Mais surtout, le nappé prépare et supporte l'un des développements majeurs de la cuisine distinguée: l'ornementation. Les glacis d'Elle servent de fonds à des enjolivures effrénées : champignons ciselés, ponctuation de cerises, motifs au citron ouvragé, épluchures de truffes, pastilles d'argent, arabesques de fruits confits, la nappe sous-jacente (c'est pour cela que je l'appelais sédiment, l'aliment lui-même n'étant plus qu'un gisement incertain) veut être la page où se lit toute une cuisine en rocaille (le rosâtre est la couleur de prédilection).
L'ornementation procède par deux voies contradictoires dont on va voir à l'instant la résolution dialectique: d'une part fuir la nature grâce à une sorte de baroque délirant (piquer des crevettes dans un citron, rosir un poulet, servir des pamplemousses chauds), et d'autre part essayer de la reconstituer par un artifice saugrenu (disposer des champignons meringués et des feuilles de houx sur une bûche de Noël, replacer des têtes d'écrevisses autour de la béchamel sophistiquée qui en cache les corps). C'est ce même mouvement que l'on retrouve d'ailleurs dans l'élaboration des colifichets petits-bourgeois (cendriers en selles de cavalier, briquets en forme de cigarettes, terrines en corps de lièvres).
C'est qu'ici, comme dans tout art petit-bourgeois, l'irrépressible tendance au vérisme est contrariée - ou équilibrée - par l'un des impératifs constants du journalisme domestique: ce qu'à L'Express on appelle glorieusement avoir des idées. La cuisine d'Elle est de la même façon une cuisine "à idées". Seulement, ici, l'invention, confinée à une réalité féerique, doit porter uniquement sur la garniture, car la vocation «distinguée» du journal lui interdit d'aborder les problèmes réels de l'alimentation (le problème réel n'est pas de trouver à piquer des cerises dans un perdreau, c'est de trouver le perdreau, c'est-à-dire de le payer).
Cette cuisine ornementale est effectivement supportée par une économie tout à fait mythique. Il s'agit ouvertement d'une cuisine de rêve, comme en font foi d'ailleurs les photographies d'Elle, qui ne saisissent le plat qu'en survol, comme un objet à la fois proche et inaccessible, dont la consommation peut très bien être épuisée par le seul regard. C'est, au sens plein du mot, une cuisine d'affiche, totalement magique, surtout si l'on se rappelle que ce journal se lit beaucoup dans des milieux à faibles revenus. Ceci explique d'ailleurs cela: c'est parce qu'Elle s'adresse à un public vraiment populaire qu'elle prend bien soin de ne pas postuler une cuisine économique. Voyez L'Express, au contraire, dont le public exclusivement bourgeois est doté d'un pouvoir d'achat confortable: sa cuisine est réelle, non magique; Elle donne la recette des perdreaux-fantaisie, L'Express, celle de la salade niçoise. Le public d'Elle n'a droit qu'à la fable, à celui de L'Express on peut proposer des plats réels..."

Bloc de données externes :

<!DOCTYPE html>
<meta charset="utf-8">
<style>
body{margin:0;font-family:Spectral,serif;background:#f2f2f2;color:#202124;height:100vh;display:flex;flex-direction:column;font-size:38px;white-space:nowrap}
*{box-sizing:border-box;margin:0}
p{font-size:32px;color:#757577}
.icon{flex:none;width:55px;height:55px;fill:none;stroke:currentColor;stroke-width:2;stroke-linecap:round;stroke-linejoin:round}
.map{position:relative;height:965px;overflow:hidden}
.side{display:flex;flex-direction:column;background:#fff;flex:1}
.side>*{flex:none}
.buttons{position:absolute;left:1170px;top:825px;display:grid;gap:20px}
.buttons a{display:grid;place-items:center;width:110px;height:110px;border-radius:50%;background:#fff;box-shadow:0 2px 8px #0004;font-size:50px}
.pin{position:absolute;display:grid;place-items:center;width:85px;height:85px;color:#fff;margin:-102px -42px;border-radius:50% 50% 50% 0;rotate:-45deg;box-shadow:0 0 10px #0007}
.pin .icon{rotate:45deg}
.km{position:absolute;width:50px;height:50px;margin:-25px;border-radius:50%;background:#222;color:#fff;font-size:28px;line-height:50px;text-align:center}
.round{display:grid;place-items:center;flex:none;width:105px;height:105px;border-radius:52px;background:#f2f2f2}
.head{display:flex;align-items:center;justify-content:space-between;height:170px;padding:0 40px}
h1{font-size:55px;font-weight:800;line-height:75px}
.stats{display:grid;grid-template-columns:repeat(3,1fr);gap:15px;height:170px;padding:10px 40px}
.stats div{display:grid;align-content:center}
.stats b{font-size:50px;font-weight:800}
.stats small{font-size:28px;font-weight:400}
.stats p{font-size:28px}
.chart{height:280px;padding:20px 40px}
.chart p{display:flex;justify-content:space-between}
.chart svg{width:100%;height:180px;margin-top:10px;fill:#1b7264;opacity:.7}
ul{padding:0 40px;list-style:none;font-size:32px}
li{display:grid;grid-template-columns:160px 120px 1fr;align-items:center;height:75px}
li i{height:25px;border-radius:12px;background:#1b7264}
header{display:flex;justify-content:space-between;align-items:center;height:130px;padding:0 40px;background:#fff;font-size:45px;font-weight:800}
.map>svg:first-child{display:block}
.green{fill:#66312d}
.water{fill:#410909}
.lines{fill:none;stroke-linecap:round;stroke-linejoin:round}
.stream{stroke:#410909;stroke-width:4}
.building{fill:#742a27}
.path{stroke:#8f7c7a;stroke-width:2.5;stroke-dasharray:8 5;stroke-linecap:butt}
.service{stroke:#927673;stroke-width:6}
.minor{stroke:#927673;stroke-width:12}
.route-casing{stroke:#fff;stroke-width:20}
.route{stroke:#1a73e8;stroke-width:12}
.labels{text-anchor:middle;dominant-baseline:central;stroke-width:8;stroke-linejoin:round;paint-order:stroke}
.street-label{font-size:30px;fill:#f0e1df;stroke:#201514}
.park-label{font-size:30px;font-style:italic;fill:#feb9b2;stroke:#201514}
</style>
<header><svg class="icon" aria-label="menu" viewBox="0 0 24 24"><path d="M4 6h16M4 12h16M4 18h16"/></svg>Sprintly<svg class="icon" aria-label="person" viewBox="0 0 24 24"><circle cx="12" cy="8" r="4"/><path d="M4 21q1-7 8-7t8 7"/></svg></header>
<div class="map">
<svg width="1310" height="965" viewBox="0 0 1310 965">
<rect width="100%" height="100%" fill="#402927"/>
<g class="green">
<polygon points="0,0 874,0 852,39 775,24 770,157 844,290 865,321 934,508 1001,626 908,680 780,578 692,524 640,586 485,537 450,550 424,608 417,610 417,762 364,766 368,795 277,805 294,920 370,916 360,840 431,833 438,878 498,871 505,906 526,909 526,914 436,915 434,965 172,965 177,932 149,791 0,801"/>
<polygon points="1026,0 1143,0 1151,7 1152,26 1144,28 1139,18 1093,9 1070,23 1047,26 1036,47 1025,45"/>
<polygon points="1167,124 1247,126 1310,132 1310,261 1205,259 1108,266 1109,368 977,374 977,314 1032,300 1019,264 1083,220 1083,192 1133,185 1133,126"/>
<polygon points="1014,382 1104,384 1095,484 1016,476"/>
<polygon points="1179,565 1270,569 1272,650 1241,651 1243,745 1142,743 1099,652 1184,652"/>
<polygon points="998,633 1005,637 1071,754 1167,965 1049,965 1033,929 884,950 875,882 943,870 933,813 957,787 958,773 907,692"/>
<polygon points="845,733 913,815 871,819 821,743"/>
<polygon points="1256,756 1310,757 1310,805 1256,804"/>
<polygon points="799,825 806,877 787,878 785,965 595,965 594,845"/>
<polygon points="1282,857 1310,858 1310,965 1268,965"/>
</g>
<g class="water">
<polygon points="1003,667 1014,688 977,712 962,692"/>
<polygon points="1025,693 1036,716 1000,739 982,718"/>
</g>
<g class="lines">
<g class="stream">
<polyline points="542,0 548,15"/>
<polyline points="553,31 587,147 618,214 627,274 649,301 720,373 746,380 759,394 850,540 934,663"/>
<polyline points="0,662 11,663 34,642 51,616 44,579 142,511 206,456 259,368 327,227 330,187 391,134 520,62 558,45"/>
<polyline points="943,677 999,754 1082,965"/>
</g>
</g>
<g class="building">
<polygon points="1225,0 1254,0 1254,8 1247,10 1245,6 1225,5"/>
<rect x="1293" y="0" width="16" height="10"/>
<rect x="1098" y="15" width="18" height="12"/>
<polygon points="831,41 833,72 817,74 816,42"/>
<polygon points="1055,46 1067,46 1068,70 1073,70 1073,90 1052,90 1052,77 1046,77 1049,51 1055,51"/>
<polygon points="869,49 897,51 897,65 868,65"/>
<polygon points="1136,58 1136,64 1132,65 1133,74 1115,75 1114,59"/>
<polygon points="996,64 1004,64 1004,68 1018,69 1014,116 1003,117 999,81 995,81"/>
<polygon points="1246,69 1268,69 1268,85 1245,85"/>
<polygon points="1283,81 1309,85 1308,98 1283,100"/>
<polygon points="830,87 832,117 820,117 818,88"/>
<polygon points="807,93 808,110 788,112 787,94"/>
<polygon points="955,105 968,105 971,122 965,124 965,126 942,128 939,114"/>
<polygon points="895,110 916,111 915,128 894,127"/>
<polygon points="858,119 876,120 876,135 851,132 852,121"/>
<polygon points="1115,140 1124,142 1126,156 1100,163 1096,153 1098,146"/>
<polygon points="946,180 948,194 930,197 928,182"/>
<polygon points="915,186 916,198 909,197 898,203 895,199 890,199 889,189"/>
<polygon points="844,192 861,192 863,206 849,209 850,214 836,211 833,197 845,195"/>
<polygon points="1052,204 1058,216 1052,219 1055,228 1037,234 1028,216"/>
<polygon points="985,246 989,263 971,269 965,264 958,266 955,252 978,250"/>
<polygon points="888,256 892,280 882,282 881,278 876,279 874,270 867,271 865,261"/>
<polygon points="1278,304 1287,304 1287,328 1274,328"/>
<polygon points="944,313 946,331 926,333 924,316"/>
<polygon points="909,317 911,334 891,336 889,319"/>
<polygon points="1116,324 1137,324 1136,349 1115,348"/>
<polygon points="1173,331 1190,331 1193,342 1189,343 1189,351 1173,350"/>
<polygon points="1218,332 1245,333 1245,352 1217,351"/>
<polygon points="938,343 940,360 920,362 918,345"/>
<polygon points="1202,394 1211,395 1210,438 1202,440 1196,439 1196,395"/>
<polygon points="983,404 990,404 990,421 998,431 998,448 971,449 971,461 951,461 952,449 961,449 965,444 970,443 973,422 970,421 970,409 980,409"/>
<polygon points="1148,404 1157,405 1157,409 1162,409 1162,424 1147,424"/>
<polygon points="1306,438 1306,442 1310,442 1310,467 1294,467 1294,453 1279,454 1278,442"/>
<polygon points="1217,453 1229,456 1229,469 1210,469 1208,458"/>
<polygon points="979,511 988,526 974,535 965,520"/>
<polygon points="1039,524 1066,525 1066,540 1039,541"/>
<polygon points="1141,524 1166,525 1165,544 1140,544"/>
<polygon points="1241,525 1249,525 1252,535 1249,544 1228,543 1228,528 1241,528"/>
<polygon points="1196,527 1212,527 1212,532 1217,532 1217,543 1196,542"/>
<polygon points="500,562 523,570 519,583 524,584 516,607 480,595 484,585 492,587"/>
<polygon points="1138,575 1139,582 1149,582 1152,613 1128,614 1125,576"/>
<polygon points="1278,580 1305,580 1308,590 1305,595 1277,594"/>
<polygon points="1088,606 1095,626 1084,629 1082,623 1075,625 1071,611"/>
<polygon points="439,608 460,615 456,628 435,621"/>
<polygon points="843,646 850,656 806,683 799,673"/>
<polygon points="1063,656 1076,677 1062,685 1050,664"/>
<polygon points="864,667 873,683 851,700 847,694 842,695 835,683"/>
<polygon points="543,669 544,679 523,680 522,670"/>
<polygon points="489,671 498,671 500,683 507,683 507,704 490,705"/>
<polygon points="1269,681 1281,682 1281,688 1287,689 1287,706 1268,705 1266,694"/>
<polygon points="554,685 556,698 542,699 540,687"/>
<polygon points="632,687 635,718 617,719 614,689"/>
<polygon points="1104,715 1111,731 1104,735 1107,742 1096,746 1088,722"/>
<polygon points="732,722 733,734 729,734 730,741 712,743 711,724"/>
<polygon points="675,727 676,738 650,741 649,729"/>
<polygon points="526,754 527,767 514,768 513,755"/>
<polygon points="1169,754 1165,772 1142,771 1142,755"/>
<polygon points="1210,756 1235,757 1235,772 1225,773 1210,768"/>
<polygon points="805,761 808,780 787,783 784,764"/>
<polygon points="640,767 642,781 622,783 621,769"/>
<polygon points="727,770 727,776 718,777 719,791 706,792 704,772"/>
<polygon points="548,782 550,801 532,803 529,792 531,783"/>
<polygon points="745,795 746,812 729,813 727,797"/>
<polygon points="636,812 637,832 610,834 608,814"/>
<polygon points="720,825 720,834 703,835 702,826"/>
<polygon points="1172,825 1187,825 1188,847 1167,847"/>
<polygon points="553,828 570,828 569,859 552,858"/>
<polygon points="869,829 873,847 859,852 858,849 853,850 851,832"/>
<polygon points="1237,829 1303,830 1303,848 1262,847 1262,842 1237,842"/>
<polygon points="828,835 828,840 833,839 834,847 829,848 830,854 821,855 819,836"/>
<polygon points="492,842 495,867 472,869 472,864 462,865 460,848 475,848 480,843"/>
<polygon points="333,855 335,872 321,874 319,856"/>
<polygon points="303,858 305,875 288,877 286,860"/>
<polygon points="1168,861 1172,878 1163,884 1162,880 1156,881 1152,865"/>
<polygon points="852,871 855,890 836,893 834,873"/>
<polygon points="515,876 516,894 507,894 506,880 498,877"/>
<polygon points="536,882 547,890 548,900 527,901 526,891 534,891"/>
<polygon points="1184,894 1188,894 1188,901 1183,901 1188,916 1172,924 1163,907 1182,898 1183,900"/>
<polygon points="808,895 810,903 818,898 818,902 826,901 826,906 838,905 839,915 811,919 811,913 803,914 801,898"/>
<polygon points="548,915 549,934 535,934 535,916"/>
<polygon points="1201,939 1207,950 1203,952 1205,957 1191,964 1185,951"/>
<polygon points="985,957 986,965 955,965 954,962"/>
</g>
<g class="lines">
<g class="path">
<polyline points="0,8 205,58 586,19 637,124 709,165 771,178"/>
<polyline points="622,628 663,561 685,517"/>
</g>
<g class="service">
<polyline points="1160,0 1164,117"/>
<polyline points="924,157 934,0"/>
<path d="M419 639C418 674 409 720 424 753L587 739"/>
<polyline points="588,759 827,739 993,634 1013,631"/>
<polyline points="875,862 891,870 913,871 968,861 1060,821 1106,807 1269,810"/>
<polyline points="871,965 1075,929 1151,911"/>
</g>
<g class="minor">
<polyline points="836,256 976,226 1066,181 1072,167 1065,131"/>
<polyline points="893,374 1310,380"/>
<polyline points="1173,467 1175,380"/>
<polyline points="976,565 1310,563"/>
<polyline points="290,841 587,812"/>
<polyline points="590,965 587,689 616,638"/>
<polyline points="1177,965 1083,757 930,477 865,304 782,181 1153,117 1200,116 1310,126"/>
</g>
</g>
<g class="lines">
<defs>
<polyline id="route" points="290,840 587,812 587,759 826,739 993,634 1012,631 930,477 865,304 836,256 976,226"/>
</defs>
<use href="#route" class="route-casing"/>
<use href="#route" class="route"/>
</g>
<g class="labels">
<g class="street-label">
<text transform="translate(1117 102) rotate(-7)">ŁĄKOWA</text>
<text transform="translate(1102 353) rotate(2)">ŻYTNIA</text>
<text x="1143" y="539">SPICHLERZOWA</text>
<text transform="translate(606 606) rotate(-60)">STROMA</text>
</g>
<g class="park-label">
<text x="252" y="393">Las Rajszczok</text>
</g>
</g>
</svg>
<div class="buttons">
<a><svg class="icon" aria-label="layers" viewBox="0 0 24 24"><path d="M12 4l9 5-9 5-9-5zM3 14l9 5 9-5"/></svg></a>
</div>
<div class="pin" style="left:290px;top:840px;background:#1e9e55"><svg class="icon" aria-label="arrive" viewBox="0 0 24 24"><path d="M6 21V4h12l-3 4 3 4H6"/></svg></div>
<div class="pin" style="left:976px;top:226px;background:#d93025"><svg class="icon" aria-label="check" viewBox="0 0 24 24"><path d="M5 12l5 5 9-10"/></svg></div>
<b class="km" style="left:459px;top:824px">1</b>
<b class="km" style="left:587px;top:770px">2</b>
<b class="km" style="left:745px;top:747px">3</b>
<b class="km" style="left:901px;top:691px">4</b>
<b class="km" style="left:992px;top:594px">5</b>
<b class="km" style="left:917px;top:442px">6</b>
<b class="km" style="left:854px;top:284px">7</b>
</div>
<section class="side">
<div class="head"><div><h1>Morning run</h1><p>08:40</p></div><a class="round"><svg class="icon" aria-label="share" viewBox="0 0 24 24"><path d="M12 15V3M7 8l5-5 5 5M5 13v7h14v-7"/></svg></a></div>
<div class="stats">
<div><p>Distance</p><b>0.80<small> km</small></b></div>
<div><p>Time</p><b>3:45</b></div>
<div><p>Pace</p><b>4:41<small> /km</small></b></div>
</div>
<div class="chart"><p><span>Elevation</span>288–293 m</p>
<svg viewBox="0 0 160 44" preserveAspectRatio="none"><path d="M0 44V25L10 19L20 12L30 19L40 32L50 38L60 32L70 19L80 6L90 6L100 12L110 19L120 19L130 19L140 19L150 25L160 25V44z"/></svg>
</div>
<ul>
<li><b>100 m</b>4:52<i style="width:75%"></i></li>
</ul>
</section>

Le récit - Fait de culture universel, le récit ne peut être analysé qu'en fonction d'un "modèle", d'une "théorie", et Roland Barthes propose de "donner comme modèle fondateur à l'analyse structurale du récit, la linguistique elle-même" ...

 

"Innombrables sont les récits du monde. C'est d'abord une variété prodigieuse de genres, eux-mêmes distribués entre des substances différentes, comme si toute matière était bonne à l'homme pour lui confier ses récits : le récit peut être supporté par le langage articulé, oral ou écrit, par l'image, fixe ou mobile, par le geste et par le mélange ordonné de toutes ces substances ; il est présent dans le mythe, la légende, la fable, le conte, la nouvelle, l'épopée, l'histoire, la tragédie, le drame, la comédie, la pantomime, le tableau peint (que l'on pense à la Sainte Ursule de Carpaccio), le vitrail, le cinéma, les comics, le fait divers, la conversation. De plus, sous ces formes presque infinies, le récit est présent dans tous les temps, dans tous les lieux, dans toutes les sociétés ; le récit commence avec l'histoire même de l'humanité; il n'y a pas, il n'y a jamais eu nulle part aucun peuple sans récit; toutes les classes, tous les groupes humains ont leurs récits, et bien souvent ces récits sont goûtés en commun par des hommes de culture différente, voire opposée : le récit se moque de la bonne et de la mauvaise littérature : international, transhistorique, transculturel, le récit est là, comme la vie.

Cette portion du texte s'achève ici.